§ **WHAT TO WORK ON**
Extract the lines of the material below, beginning with the first and ending with the line that holds "height:2px; margin-top:-1px; transform-origin:0;". Skip every picture.
* * *
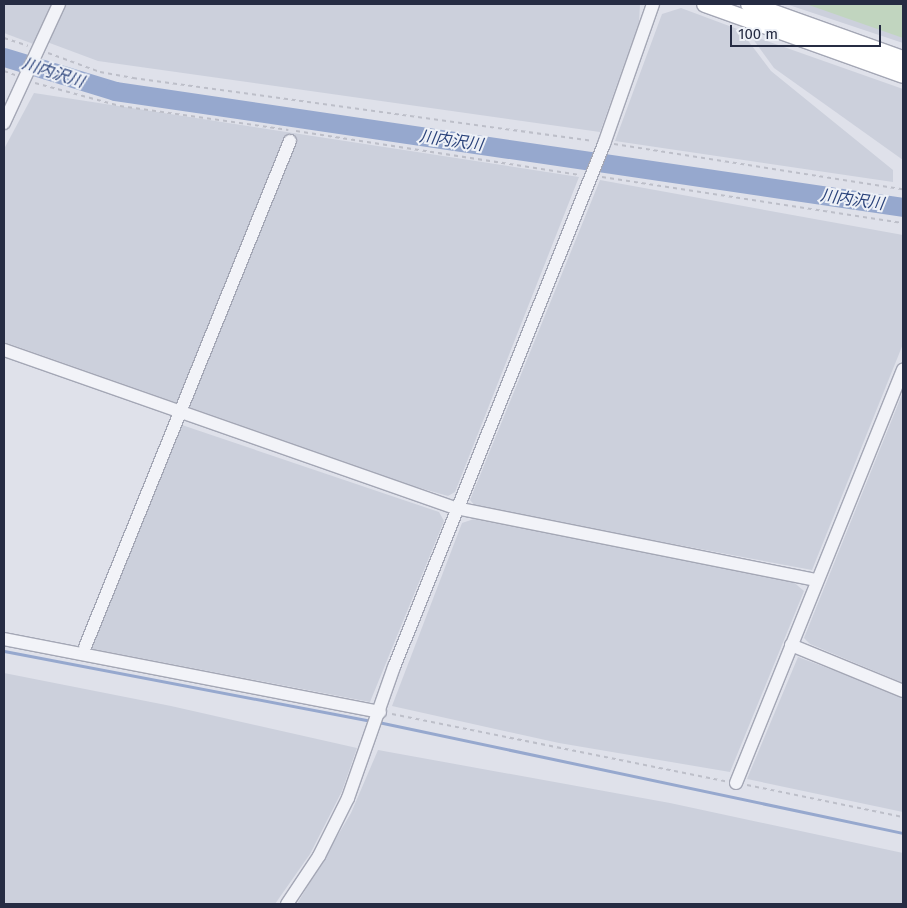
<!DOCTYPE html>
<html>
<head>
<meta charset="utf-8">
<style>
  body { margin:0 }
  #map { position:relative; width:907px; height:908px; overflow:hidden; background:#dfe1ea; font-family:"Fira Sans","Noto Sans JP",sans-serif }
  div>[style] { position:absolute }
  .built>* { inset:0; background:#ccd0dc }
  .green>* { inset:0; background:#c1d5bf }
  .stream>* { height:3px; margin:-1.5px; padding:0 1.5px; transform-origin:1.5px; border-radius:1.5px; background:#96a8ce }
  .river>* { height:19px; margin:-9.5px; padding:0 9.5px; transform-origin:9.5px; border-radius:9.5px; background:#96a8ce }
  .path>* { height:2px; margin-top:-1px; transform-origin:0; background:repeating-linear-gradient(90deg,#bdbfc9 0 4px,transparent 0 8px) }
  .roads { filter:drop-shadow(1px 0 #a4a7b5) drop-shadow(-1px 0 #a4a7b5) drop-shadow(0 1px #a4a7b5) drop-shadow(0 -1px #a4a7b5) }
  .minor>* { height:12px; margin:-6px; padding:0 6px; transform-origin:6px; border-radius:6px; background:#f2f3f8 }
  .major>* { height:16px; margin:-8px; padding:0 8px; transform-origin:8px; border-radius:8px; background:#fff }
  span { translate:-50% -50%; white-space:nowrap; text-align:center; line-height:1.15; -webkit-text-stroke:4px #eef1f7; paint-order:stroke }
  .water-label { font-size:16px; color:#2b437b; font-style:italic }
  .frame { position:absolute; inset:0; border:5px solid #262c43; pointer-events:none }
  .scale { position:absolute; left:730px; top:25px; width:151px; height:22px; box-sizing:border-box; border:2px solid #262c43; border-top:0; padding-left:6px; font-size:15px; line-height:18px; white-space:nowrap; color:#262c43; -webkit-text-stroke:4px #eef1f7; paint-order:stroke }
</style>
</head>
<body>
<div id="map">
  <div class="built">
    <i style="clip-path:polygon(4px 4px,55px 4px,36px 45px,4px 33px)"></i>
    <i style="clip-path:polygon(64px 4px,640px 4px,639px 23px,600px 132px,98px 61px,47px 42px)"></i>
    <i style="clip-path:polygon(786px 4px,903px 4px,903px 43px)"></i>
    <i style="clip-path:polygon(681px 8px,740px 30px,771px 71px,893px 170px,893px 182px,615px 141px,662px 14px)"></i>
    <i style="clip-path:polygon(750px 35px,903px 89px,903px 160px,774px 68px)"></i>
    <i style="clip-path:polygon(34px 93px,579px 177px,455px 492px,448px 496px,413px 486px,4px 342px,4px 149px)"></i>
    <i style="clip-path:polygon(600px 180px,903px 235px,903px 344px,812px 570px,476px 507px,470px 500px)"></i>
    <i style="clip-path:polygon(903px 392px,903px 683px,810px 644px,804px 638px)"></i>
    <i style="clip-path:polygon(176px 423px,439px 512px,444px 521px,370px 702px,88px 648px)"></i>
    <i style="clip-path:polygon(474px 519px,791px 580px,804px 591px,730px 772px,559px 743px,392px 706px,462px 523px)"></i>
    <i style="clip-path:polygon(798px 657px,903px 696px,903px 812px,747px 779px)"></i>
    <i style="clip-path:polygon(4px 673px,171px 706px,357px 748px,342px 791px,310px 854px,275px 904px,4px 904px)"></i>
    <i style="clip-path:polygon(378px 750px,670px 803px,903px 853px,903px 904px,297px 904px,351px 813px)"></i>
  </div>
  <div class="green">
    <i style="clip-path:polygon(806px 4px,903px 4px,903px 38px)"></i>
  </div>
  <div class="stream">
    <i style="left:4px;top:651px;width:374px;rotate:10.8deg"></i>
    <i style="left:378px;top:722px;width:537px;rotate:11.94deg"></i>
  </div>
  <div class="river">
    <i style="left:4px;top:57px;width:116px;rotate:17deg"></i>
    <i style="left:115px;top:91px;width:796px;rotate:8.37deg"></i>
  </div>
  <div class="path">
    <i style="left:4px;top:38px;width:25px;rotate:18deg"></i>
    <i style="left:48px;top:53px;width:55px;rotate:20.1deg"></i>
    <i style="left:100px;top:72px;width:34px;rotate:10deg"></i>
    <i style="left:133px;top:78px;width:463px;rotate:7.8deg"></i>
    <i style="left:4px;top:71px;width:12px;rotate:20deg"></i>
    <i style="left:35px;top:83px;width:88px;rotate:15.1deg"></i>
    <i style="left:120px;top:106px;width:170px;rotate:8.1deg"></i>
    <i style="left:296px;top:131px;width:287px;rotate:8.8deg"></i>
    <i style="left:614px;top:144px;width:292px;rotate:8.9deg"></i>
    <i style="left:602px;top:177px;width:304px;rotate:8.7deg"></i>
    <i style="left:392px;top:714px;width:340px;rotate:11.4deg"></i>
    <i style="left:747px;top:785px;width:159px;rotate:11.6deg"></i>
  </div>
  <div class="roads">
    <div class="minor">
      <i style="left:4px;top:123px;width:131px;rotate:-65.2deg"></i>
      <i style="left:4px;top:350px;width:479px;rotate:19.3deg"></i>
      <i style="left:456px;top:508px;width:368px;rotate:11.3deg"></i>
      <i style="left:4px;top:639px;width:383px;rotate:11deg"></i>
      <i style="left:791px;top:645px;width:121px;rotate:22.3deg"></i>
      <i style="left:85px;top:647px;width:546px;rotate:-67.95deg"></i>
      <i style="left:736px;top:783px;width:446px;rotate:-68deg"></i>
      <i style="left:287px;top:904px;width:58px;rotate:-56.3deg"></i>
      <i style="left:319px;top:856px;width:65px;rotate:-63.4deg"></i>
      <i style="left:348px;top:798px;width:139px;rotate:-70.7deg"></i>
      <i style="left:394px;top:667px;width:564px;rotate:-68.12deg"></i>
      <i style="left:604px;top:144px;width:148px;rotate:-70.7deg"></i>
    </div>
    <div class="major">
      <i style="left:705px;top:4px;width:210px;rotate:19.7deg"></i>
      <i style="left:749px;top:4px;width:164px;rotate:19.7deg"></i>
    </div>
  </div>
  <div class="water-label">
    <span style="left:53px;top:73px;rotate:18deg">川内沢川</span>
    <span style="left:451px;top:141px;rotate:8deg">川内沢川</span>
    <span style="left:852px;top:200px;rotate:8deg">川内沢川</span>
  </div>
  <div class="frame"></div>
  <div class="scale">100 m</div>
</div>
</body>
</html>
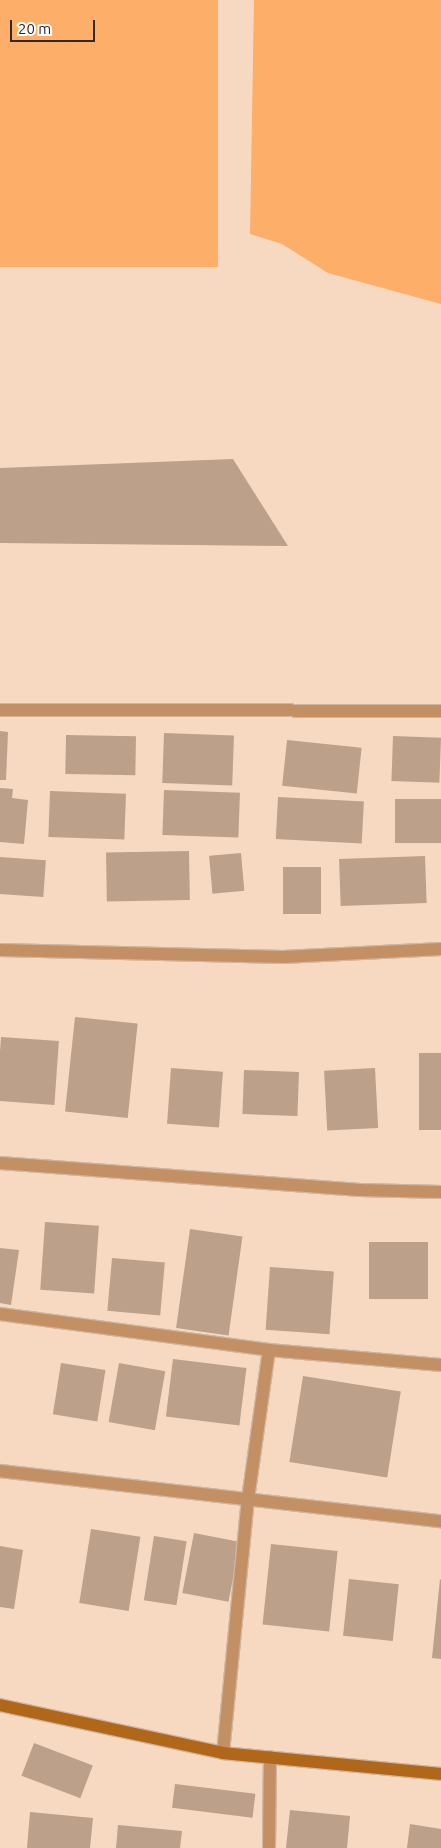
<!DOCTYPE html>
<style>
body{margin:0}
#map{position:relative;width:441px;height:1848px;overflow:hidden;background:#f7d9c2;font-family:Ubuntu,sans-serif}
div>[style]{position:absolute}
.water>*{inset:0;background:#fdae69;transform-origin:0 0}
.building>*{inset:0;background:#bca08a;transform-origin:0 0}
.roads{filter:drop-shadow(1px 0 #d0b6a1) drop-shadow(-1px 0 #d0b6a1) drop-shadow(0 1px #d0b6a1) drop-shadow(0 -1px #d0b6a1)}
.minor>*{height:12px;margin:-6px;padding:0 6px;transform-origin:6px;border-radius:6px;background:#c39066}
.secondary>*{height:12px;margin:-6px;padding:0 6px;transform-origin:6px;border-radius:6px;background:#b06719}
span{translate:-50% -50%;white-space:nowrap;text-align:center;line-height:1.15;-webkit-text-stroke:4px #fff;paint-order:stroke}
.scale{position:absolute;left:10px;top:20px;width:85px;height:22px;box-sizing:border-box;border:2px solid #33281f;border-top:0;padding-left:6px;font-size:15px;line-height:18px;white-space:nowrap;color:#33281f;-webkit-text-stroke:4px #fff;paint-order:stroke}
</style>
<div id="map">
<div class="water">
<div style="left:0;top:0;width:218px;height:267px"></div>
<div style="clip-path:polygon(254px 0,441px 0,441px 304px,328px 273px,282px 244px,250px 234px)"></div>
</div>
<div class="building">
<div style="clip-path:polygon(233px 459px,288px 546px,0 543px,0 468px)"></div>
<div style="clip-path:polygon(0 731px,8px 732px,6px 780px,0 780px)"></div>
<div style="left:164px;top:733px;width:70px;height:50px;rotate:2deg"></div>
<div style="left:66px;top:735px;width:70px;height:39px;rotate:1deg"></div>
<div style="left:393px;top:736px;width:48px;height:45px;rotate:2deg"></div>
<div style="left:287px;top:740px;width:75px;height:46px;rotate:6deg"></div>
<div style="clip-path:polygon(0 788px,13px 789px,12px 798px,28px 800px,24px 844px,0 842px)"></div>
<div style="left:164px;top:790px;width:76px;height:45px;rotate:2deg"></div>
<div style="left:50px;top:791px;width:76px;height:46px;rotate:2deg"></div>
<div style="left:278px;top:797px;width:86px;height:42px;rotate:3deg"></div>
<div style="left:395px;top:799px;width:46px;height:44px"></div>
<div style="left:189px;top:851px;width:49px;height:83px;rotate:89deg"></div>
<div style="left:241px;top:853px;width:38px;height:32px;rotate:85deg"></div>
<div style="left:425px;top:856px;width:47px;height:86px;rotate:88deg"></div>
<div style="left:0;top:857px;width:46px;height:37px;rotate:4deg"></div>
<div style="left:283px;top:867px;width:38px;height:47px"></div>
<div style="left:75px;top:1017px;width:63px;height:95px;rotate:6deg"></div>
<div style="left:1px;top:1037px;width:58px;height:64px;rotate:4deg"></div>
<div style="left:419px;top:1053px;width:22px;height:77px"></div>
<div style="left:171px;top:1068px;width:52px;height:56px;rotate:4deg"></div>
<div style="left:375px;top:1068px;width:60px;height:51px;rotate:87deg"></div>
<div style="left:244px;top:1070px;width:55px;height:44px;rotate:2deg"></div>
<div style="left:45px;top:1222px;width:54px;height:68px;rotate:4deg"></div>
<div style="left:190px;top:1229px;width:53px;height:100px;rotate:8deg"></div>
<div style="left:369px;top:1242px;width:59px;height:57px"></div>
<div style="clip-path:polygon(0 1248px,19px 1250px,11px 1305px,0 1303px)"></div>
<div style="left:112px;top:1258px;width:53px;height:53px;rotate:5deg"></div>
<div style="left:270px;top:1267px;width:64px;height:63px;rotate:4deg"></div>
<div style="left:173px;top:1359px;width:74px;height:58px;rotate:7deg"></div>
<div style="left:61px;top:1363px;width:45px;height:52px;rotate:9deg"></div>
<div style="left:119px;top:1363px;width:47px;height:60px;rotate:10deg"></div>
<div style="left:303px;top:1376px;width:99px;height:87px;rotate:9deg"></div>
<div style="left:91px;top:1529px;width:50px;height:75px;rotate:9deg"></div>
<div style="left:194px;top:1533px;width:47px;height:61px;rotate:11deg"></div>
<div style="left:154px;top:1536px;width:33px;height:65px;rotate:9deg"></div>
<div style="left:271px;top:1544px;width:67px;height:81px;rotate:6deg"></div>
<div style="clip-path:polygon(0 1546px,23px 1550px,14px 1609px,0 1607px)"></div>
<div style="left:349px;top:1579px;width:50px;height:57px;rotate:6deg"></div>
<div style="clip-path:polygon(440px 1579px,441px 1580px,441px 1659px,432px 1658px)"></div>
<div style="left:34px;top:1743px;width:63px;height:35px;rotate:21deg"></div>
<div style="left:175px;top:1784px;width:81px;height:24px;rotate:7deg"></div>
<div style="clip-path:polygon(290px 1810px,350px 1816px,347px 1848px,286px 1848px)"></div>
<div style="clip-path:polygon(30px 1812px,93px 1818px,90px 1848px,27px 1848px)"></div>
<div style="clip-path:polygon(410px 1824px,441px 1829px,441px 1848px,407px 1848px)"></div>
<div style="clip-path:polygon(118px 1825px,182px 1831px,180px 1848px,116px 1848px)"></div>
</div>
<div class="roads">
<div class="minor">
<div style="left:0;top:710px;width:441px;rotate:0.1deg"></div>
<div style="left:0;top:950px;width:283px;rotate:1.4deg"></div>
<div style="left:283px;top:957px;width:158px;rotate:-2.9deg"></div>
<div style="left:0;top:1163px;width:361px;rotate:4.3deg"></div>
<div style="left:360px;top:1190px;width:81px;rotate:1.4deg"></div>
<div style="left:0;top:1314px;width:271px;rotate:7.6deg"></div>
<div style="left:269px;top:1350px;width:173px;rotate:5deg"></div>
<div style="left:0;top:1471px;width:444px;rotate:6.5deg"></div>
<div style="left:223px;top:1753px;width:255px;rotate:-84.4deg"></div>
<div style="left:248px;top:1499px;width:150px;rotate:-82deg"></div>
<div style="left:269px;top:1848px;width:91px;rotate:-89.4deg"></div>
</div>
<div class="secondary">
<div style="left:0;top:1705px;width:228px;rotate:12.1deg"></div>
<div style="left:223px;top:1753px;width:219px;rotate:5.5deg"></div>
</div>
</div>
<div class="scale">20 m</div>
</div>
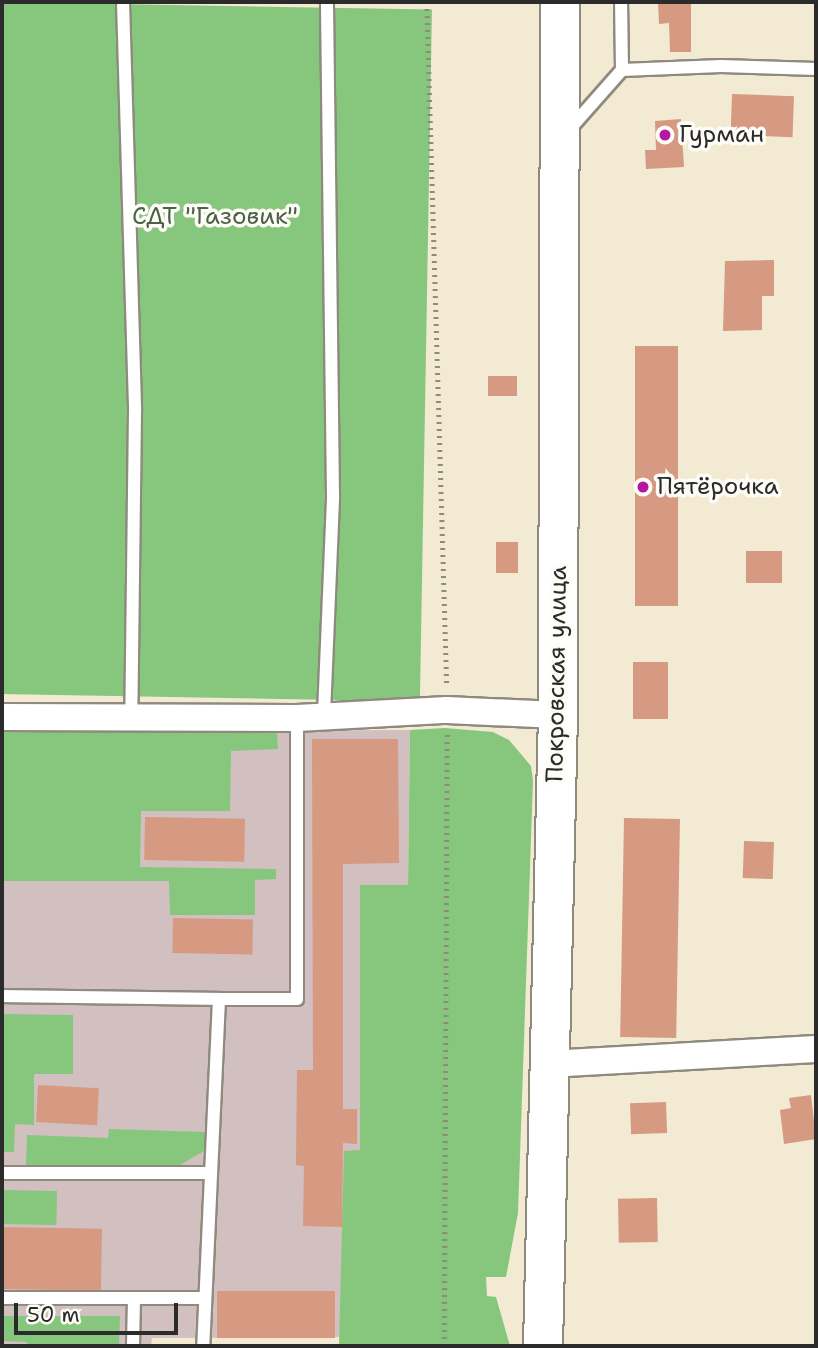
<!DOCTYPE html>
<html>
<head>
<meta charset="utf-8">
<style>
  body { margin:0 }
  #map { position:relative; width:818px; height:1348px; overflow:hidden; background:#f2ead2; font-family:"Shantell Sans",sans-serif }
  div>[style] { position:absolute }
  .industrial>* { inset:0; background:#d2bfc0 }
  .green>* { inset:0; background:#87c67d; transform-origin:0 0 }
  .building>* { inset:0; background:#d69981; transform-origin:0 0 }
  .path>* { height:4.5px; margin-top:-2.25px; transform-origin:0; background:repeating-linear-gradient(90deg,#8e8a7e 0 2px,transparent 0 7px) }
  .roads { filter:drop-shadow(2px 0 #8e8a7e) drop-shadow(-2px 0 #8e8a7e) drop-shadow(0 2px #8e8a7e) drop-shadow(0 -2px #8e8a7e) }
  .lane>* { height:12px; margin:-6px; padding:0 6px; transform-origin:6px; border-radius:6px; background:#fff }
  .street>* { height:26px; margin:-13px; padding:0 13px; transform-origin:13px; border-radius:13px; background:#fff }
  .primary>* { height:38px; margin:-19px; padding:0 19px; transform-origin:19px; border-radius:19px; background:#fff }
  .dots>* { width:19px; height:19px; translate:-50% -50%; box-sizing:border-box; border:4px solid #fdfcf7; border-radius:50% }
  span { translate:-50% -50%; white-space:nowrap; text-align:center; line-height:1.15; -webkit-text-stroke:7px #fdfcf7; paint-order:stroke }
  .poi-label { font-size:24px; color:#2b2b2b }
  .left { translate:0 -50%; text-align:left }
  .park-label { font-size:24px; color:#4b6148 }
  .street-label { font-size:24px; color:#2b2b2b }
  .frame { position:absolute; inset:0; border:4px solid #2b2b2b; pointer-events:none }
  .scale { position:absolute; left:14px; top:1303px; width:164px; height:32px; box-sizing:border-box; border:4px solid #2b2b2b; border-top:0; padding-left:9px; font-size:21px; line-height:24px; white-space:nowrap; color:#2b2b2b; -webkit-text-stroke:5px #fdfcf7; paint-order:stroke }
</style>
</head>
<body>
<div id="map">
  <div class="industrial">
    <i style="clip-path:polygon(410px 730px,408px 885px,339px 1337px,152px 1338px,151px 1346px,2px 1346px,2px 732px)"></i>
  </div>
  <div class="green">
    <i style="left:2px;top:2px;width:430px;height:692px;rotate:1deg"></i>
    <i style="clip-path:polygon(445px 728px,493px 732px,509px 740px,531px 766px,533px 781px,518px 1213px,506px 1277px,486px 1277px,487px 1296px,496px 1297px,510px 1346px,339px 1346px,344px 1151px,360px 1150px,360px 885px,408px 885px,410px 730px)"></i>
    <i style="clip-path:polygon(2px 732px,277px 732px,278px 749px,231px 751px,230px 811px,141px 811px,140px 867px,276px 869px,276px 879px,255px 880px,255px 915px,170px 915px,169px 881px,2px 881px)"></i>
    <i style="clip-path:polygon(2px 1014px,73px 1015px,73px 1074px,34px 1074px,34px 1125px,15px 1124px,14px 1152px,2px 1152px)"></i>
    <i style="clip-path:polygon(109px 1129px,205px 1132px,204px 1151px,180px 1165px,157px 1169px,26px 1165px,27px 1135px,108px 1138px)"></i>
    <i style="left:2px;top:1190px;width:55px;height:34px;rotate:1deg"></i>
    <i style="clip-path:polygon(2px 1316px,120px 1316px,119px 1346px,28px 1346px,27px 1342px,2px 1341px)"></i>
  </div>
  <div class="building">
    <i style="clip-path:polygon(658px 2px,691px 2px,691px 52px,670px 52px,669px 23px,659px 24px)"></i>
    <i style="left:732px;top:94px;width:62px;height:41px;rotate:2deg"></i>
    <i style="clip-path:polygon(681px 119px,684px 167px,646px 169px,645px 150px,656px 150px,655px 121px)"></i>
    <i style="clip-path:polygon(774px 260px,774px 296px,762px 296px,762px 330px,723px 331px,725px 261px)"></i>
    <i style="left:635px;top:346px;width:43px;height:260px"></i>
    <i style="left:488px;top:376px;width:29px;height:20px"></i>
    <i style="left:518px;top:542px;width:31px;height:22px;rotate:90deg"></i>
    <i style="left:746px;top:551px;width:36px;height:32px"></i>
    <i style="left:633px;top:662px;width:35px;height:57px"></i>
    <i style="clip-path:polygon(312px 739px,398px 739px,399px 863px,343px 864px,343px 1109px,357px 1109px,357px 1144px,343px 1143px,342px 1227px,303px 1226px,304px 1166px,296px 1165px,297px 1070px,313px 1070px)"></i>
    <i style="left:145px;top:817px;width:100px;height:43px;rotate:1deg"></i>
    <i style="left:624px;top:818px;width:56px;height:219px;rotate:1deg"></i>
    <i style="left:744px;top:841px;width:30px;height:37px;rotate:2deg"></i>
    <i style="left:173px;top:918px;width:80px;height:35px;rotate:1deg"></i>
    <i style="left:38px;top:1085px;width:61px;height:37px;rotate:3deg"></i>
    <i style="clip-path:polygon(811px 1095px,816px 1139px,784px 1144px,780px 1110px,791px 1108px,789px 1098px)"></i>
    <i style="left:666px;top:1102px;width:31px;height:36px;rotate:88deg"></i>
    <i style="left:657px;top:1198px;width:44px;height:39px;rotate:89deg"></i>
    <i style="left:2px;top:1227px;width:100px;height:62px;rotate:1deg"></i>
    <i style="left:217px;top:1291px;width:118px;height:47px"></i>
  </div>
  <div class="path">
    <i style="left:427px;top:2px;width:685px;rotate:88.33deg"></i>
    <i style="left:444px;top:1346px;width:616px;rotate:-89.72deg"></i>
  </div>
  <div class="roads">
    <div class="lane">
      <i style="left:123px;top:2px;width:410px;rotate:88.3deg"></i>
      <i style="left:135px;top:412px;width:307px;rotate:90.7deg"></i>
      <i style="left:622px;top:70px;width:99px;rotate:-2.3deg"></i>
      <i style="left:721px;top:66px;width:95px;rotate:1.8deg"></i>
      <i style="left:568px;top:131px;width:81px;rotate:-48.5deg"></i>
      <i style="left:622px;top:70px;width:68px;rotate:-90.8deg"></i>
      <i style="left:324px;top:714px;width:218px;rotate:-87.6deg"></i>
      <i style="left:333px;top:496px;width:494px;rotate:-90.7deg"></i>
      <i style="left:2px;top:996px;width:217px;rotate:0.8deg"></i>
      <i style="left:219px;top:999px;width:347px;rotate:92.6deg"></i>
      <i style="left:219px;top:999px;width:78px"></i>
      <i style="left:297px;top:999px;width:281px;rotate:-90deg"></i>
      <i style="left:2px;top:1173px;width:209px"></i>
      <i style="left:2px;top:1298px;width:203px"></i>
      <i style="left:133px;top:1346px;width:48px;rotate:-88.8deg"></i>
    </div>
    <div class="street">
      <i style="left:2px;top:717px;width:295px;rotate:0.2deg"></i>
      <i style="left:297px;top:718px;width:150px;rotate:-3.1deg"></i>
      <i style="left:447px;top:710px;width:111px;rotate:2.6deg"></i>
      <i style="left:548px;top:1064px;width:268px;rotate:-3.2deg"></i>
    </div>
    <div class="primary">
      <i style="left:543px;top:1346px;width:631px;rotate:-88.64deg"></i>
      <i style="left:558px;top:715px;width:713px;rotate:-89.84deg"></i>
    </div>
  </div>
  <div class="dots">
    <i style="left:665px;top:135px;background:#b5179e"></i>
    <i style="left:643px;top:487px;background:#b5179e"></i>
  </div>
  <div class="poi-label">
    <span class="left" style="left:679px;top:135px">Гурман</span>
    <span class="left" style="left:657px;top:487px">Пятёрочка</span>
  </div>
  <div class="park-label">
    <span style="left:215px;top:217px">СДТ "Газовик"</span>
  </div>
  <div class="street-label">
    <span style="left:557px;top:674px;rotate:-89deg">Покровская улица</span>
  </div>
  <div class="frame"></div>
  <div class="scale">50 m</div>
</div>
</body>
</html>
* * *
§ **RESPONSE AREA**
<!DOCTYPE html>
<html>
<head>
<meta charset="utf-8">
<style>
  body { margin:0 }
  #map { position:relative; width:907px; height:908px; overflow:hidden; background:#dfe1ea; font-family:"Fira Sans","Noto Sans JP",sans-serif }
  div>[style] { position:absolute }
  .built>* { inset:0; background:#ccd0dc }
  .green>* { inset:0; background:#c1d5bf }
  .stream>* { height:3px; margin:-1.5px; padding:0 1.5px; transform-origin:1.5px; border-radius:1.5px; background:#96a8ce }
  .river>* { height:19px; margin:-9.5px; padding:0 9.5px; transform-origin:9.5px; border-radius:9.5px; background:#96a8ce }
  .path>* { height:2px; margin-top:-1px; transform-origin:0; background:repeating-linear-gradient(90deg,#bdbfc9 0 4px,transparent 0 8px) }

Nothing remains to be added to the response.